Naively, you'd need to update all of the tracks from the one you want to update until the end of the drive, which would be far too costly and consume too much memory. Instead, SMR drives are divided into zones (each one on the order of hundreds of MB), and the zone is followed by dead space, so that only the zone needs to be rewritten. Also, it allows the entire zone to just be rewritten in a new location on the drive, to avoid problems if there is a power failure in the middle of an update operation (otherwise the subsequent tracks would need to be saved in some kind of non-volatile memory).
Also, SMR drives may have regions of non-shingled storage for data that needs to be updated more frequently (e.g. metadata).
In any case, applications running on magnetic storage should be prepared for random writes that are much more expensive than on traditional magnetic disks.
PostgreSQL and SMR
PostgreSQL is a general-purpose database that runs in many environments, and can't expect to control whether the data ultimately ends up on SSD, SMR, or traditional magnetic disks. Similarly, if it does end up on an SMR drive, it can't expect to control whether it writes to the shingled or non-shingled region. Traditional magnetic disks will decline in availability and market share rapidly, in favor of SSDs (expensive, low capacity, fast) and SMRs (cheap, high capacity, slow).
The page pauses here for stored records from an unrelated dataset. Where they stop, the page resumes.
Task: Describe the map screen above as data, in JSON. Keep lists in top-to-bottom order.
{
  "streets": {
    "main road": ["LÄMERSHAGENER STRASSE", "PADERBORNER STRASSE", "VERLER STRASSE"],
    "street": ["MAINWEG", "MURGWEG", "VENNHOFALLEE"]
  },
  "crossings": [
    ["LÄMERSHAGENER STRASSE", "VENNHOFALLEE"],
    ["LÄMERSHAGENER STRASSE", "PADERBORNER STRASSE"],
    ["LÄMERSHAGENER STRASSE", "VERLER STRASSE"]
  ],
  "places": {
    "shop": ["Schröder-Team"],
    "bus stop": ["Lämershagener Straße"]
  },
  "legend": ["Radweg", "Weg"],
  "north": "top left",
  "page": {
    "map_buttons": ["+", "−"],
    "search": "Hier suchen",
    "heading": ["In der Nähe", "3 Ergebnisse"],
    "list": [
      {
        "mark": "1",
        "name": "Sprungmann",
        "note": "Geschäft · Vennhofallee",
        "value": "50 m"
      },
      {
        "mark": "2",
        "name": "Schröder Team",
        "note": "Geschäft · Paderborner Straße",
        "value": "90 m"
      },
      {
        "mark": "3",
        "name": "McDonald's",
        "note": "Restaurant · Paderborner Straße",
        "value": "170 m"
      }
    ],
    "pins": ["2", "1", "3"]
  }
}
Therefore, it's critical that PostgreSQL's storage architecture adapt to work effectively in the shingled area of SMR drives – that is, avoid overwrites.
PostgreSQL and Random Overwrites
PostgreSQL's storage model is heavily based on cheap random block overwrites, even when the data is not logically updated with UPDATE/DELETE.
When all the tuples on a page are visible to all other transactions (that is, no transaction holds a snapshot old enough that it doesn't see the current version of any row on the page), PostgreSQL will set PD_ALL_VISIBLE and dirty the page, likely causing a random overwrite. This bit allows PostgreSQL to avoid all visibility tests when scanning the page.
When the transaction corresponding to the XMIN or XMAX of a tuple completes, and the tuple is read, a tuple header bit is updated and the page is dirtied. These hint bits allow PostgreSQL to avoid expensive transaction status lookups. Typically, many hint bits are set on a page at nearly the same time, so each one doesn't represent an additional write to disk. Even so, hint bits often result in additional random overwrites of a page; for example, after a data load, it generally results in one extra write per page.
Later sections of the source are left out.